Rico y Maribel miraron hacia Clara, luego de vuelta al enredo de armas. Por un instante, sus armas vacilaron, el conflicto escrito en sus rostros.

—¡No, Rico! —ladró Jake, como un pitbull vuelto a la alerta completa—. Estos idiotas acaban de decir que correrán directamente hacia Callighan, ¿y tú quieres llevarlos más profundamente en nuestro territorio? ¿Estás loco?

—Nunca dijimos que vamos a ir con Callighan —respondió Christopher inmediatamente, sin bajar su rifle.

—No creo una sola palabra que salga de caras como las suyas —resopló Jake, con los labios curvándose.

Lo odiaba, pero sabía lo que tenía que hacer para romper este punto muerto.
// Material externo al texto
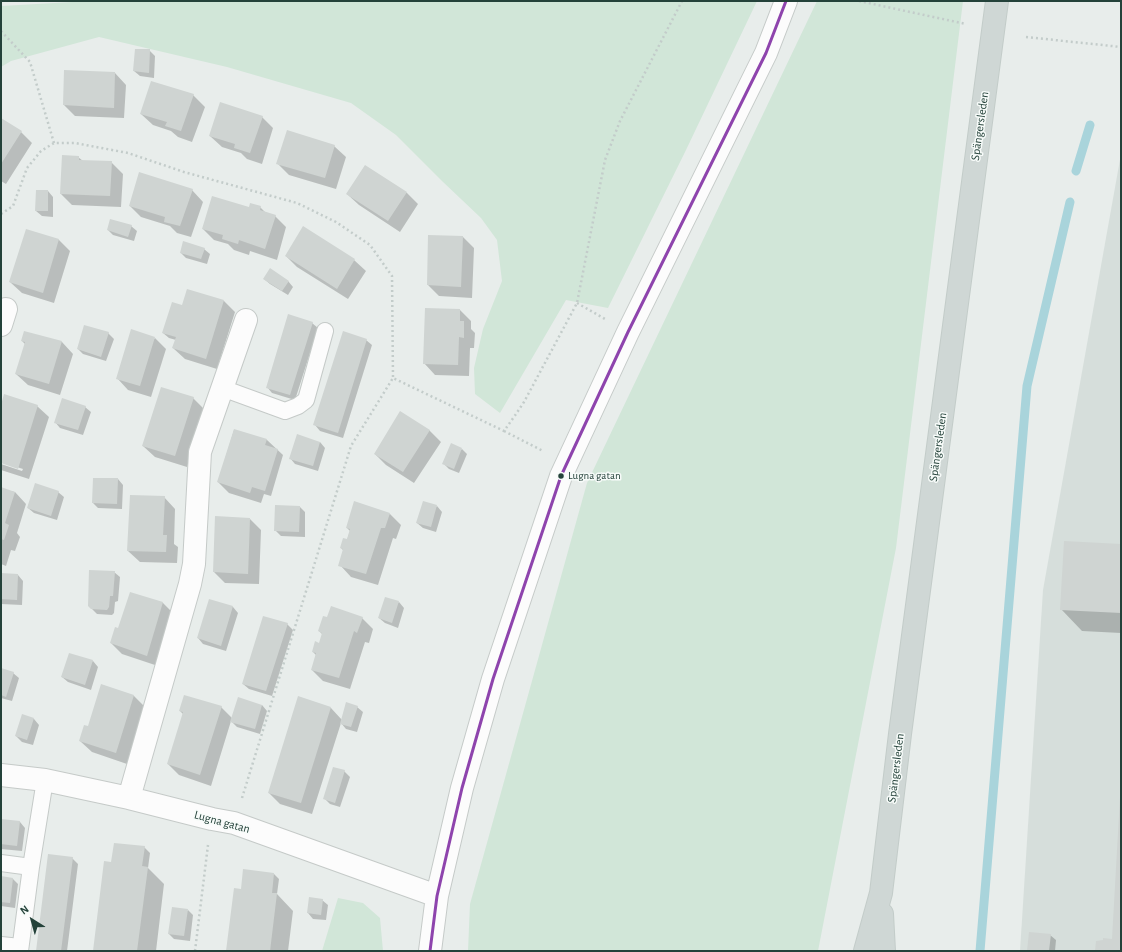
<!DOCTYPE html>
<html>
<head>
<meta charset="utf-8">
<style>
  body { margin:0 }
  #map { position:relative; width:1122px; height:952px; overflow:hidden; background:#e8edeb; font-family:"Alegreya Sans",sans-serif }
  canvas { display:block }
  .frame { position:absolute; inset:0; border:2px solid #24423a; pointer-events:none }
  .north { position:absolute; left:12px; top:900px; width:40px; height:40px; -webkit-text-stroke:3px #f7fbf9; paint-order:stroke; rotate:323deg; font-size:11px; font-weight:700; line-height:16px; text-align:center; color:#24423a }
  .north::after { content:''; display:block; margin:auto; width:14px; height:18px; background:#24423a; clip-path:polygon(50% 0,100% 100%,50% 72%,0 100%) }
</style>
</head>
<body>
<div id="map">
<canvas width="1122" height="952"></canvas>
<div class="frame"></div>
<div class="north">N</div>
</div>
<script>
const c = document.querySelector('canvas').getContext('2d');
c.lineJoin = 'round';
function paint(path, color) {
  c.fillStyle = color;
  c.fill(path, 'evenodd');
}
function stroke(path, color, width, dash) {
  c.strokeStyle = color;
  c.lineWidth = width;
  c.lineCap = dash ? 'butt' : 'round';
  c.setLineDash(dash || []);
  c.stroke(path);
}
function label(font, color, halo, rows, align = 'center') {
  c.font = font + ' "Alegreya Sans",sans-serif';
  c.lineWidth = 3;
  c.setLineDash([]);
  c.textBaseline = 'middle';
  c.strokeStyle = halo;
  c.fillStyle = color;
  for (const [text, x, y, turn = 0] of rows) {
    c.save();
    c.translate(x, y);
    c.rotate((+turn || 0) * Math.PI / 180);
    c.textAlign = isNaN(turn) ? turn : align;
    if (halo) c.strokeText(text, 0, 0);
    c.fillText(text, 0, 0);
    c.restore();
  }
}
paint(new Path2D(`
  M1121 154V951H1020L1043 590Z`), '#d6dedb');
paint(new Path2D(`
  M90 1H757L686 150 608 308 566 300 500 413 475 394 474 368 483 329 502 281 497 240 481 218 442 181 396 135 351 103 227 67 99 37 11 61 1 67V6Z
  M817 1H963L896 548 818 951H468L470 904 587 483Z
  M338 898 363 903 380 918 383 951H322Z`), '#d1e6d8');
paint(new Path2D(`
  M149 50 155 56 154 78 140 76 134 71Z
  M115 73 126 85 124 118 75 116 64 105Z
  M193 95 205 107 192 142 178 137 171 131 153 125 141 114Z
  M262 117 273 128 262 164 247 159 241 153 222 147 210 136Z
  M1 119 21 132 32 143 6 184 1 181Z
  M334 146 346 157 336 189 289 175 277 163Z
  M78 157 83 161 111 162 123 174 121 207 72 205 61 194Z
  M365 166 407 193 418 204 400 232 359 205 347 194Z
  M192 190 203 202 191 237 177 233 170 226 141 217 130 206Z
  M48 191 53 197V217L42 216 36 211Z
  M260 207 267 214 275 216 286 227 277 260 250 251 249 255 234 250 228 244 214 240 203 229 250 208Z
  M131 226 137 231 134 241 113 235 108 230Z
  M27 230 59 240 70 251 54 303 22 293 10 282Z
  M429 236 463 237 474 248 472 298 439 296 428 285Z
  M204 249 210 254 207 264 186 258 181 253Z
  M286 256 354 260 366 271 348 299 297 267Z
  M264 279 288 281 293 287 288 295 270 284Z
  M187 290 224 301 235 312 217 369 185 359 173 348 176 340 169 338 163 333 185 307Z
  M460 310 471 321V329L475 333 474 348H470L469 376 435 375 424 363Z
  M312 323 318 328 295 400 272 393 267 387Z
  M108 333 114 339 106 361 83 354 78 349Z
  M155 338 166 349 151 397 128 390 117 378Z
  M366 340 372 345 343 438 320 431 315 425Z
  M22 341 62 342 73 354 60 395 28 385 16 374 25 344Z
  M193 398 205 410 187 467 155 457 143 446Z
  M37 406 49 417 29 479 1 470V464L22 471 23 469 1 462V408Z
  M85 407 91 412 83 435 60 428 55 422Z
  M234 430 267 440 283 455 271 496 264 494 261 503 229 493 218 482Z
  M429 430 441 442 414 483 386 465 375 454Z
  M320 442 325 448 318 471 295 464 290 458Z
  M462 449 467 454 459 473 449 469 444 464Z
  M118 479 123 485 122 509 98 508 93 503Z
  M1 489 15 492 26 504 17 533 20 537 15 551 11 550 6 566 1 564Z
  M58 492 64 497 57 520 34 513 28 508Z
  M164 497 175 509 174 544 178 547 177 563 140 562 128 551Z
  M437 506 442 512 436 532 423 528 417 523Z
  M300 507 305 512V537L281 536 275 530Z
  M390 514 401 525 396 539 393 538 378 585 351 577 340 565 344 551 341 548 347 540 350 531 347 528Z
  M250 519 261 530 259 584 225 583 214 572Z
  M1121 545V633L1082 631 1061 609Z
  M114 572 120 577 118 601 115 602 114 613 112 615 97 614 89 606Z
  M1 574 18 575 23 581 22 605 1 604Z
  M131 593 163 603 174 614 158 666 122 654 111 643 119 630Z
  M210 600 233 607 238 613 226 651 203 644 198 638Z
  M399 602 404 608 398 628 385 623 379 618Z
  M328 618H362L373 629 369 643 365 642 350 689 323 681 312 670 316 655 313 652 320 644 323 635 319 631Z
  M287 624 293 630 272 696 249 689 243 684Z
  M93 661 98 667 91 690 68 682 62 677Z
  M1 669 13 673 19 678 12 701 1 698Z
  M102 685 134 696 145 707 127 764 92 752 80 741 89 727Z
  M299 697 331 708 342 720 357 707 363 712 357 732 346 729 341 723 312 814 280 804 269 793Z
  M262 705 267 711 260 734 237 727 231 721 211 786 179 775 168 764 183 714 180 711 221 707 232 718Z
  M23 716 34 719 39 725 33 745 22 742 16 736Z
  M344 771 350 777 340 807 330 804 324 798Z
  M1 820 20 822 25 828 22 851 1 849Z
  M144 847 150 853 148 868 164 884 156 951H94L112 863Z
  M72 858 78 864 67 951H37Z
  M274 874 279 879 277 894 293 911 288 951H227L242 890Z
  M1 877 13 879 18 884 15 908 1 906Z
  M310 898 322 900 328 905 326 920 313 919 308 913Z
  M188 910 193 915 190 941 174 939 169 934Z
  M1050 935 1056 940 1055 951H1028Z`), '#0003');
stroke(new Path2D(`
  M1076 171 1090 125
  M980 951 1027 386 1070 202`), '#a9d4db', 9);
paint(new Path2D(`
  M135 49H150L149 73 133 71Z
  M64 70 115 72 114 108 63 105Z
  M151 81 194 94 181 131 165 126 167 122 140 114Z
  M220 102 263 116 250 153 234 148 235 144 209 136Z
  M1 118 22 131 1 164Z
  M287 130 335 145 325 178 276 164Z
  M62 155 79 156V160L112 161 110 196 60 194Z
  M365 165 407 192 388 221 346 194Z
  M139 172 193 189 180 226 164 222 165 217 129 206Z
  M36 190H48V211H35Z
  M212 196 249 207 250 203 261 206 260 210 276 215 265 249 239 240 238 244 222 239 223 235 202 229Z
  M110 219 132 225 128 237 107 230Z
  M303 226 355 259 337 289 285 256Z
  M26 229 59 239 43 293 9 282Z
  M428 235 463 236 461 287 427 285Z
  M183 241 205 248 201 259 180 253Z
  M270 268 289 281 282 291 263 279Z
  M187 289 224 300 206 359 172 348 176 337 162 333 172 302 182 305Z
  M425 308 460 309V321H464V338L459 337 458 365 423 364Z
  M288 314 313 322 290 395 266 388Z
  M84 325 109 332 101 357 77 349Z
  M131 329 155 337 140 386 116 379Z
  M24 331 62 341 49 384 15 374 25 342 21 341Z
  M343 331 367 339 338 433 313 425Z
  M161 387 194 397 175 456 142 446Z
  M4 394 38 405 18 469 1 463V405Z
  M62 398 86 406 78 430 54 423Z
  M400 411 430 430 403 472 374 454Z
  M234 429 267 439 265 445 278 449 265 491 252 487 250 493 217 482Z
  M297 434 320 442 313 466 289 459Z
  M451 443 462 448 454 469 442 464Z
  M93 478H118L117 504 92 503Z
  M35 483 59 491 51 516 27 508Z
  M1 487 15 492 5 523 9 525 4 540 1 539Z
  M130 495 165 496 163 535H167L166 552 127 551Z
  M354 501 390 513 385 528H381L366 574 338 566 343 549 340 548 343 538 347 539 350 529 346 528Z
  M423 501 437 505 431 527 416 523Z
  M275 505 300 506 299 532 274 531Z
  M215 516 250 518 248 574 213 572Z
  M1064 541 1121 544V613L1060 610Z
  M89 570 115 571 113 596H110L109 607 107 610 91 609 88 606Z
  M1 573 18 574 17 600 1 599Z
  M130 592 163 602 147 656 110 643 115 627 118 628Z
  M385 597 399 601 392 623 378 618Z
  M209 599 233 606 221 646 197 638Z
  M331 606 363 617 357 633 354 631 339 678 311 670 316 653 312 652 315 641 319 643 322 633 318 631 323 616 327 617Z
  M263 616 288 623 266 691 242 684Z
  M69 653 93 660 85 685 61 677Z
  M1 668 14 672 6 697 1 695Z
  M101 684 134 695 116 753 79 741 84 725 88 726Z
  M184 695 222 706 200 775 167 764 183 712 179 711Z
  M298 696 331 707 301 803 268 793Z
  M238 697 262 705 255 729 230 722Z
  M346 702 358 706 351 727 340 724Z
  M22 714 34 718 27 740 15 736Z
  M333 767 345 770 335 803 323 799Z
  M1120 797H1121V951H1095L1096 941 1103 940V938L1112 939Z
  M1 819 20 821 17 846 1 844Z
  M114 843 145 846 142 866 148 867 137 951H93L104 861 111 862Z
  M48 854 73 857 61 951H36Z
  M243 869 274 873 272 893H277L270 951H226L234 888 241 889Z
  M1 876 13 878 10 903 1 902Z
  M309 897 323 899 321 915 307 913Z
  M172 907 188 909 184 936 168 934Z
  M1029 932 1051 934 1049 951H1027Z`), '#cfd4d2');
const service = new Path2D(`
  M222 388 285 411 298 406 306 400 325 331
  M1 863 31 867
  M1 945 20 947
  M20 951 31 867 45 780`);
const minor = new Path2D(`
  M1 325 6 309
  M1 775 45 780 129 798 212 819 234 823 437 896
  M129 798 190 584 194 564 200 452 246 320
  M430 951 437 896 462 788 493 679 561 476 628 332 766 53 786 1`);
const primary = new Path2D(`
  M882 914 884 951
  M865 951 881 893 900 734 997 1`);
stroke(service, '#c5cac8', 18);
stroke(minor, '#c5cac8', 24);
stroke(primary, '#c3ccc9', 24);
stroke(new Path2D(`
  M859 1 966 24
  M1 31 30 62 54 143
  M1026 37 1121 47
  M1 214 13 206 27 168 41 151 54 143H75L128 153 184 172 297 203 336 222 370 245 392 276 393 378
  M577 303 605 319
  M504 431 543 451
  M242 798 351 446 393 378 504 431 516 414 524 402 577 303 605 160 620 121 682 1
  M195 951 208 845`), '#c3ccca', 2.5, [2, 3]);
stroke(service, '#fcfcfc', 16);
stroke(minor, '#fcfcfc', 22);
stroke(primary, '#cfd7d5', 22);
stroke(new Path2D(`
  M430 951 437 896 462 788 493 679 561 476 628 332 766 53 786 1`), '#8e44ad', 3);
for (const [x, y, r, color] of [
  [561,476,3.5,"#24423a"]
]) {
  const dot = new Path2D();
  dot.arc(x, y, r, 0, 2 * Math.PI);
  c.fillStyle = color;
  c.fill(dot);
  stroke(dot, '#f7fbf9', 1.5);
}
label('11px', '#24423a', '#f7fbf9', [
  ["Lugna gatan",568,476]
], 'left');
label('12px', '#24423a', '#f7fbf9', [
  ["Spängersleden",980,126,-82],
  ["Spängersleden",938,447,-82],
  ["Spängersleden",896,768,-83],
  ["Lugna gatan",222,822,15]
]);
</script>
</body>
</html>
—Saqué a Shannon de una manada de infectados —dije. Miré directamente a Rico y Maribel, asegurándome de que sus ojos se encontraran con los míos—. Lo hice sin saber a quién pertenecía, sin preguntar de qué grupo era.

Sus miradas se agudizaron.

—¿Realmente van a quedarse ahí parados y dejar que Clara muera frente a nosotros? —continué—. Decídanlo ahora. Porque dependiendo cuidadosamente de su respuesta, cualquier cosa puede pasar. Y no descarto llevar a mi gente directamente a Callighan si él es el único que ofrece refugio y ayuda médica.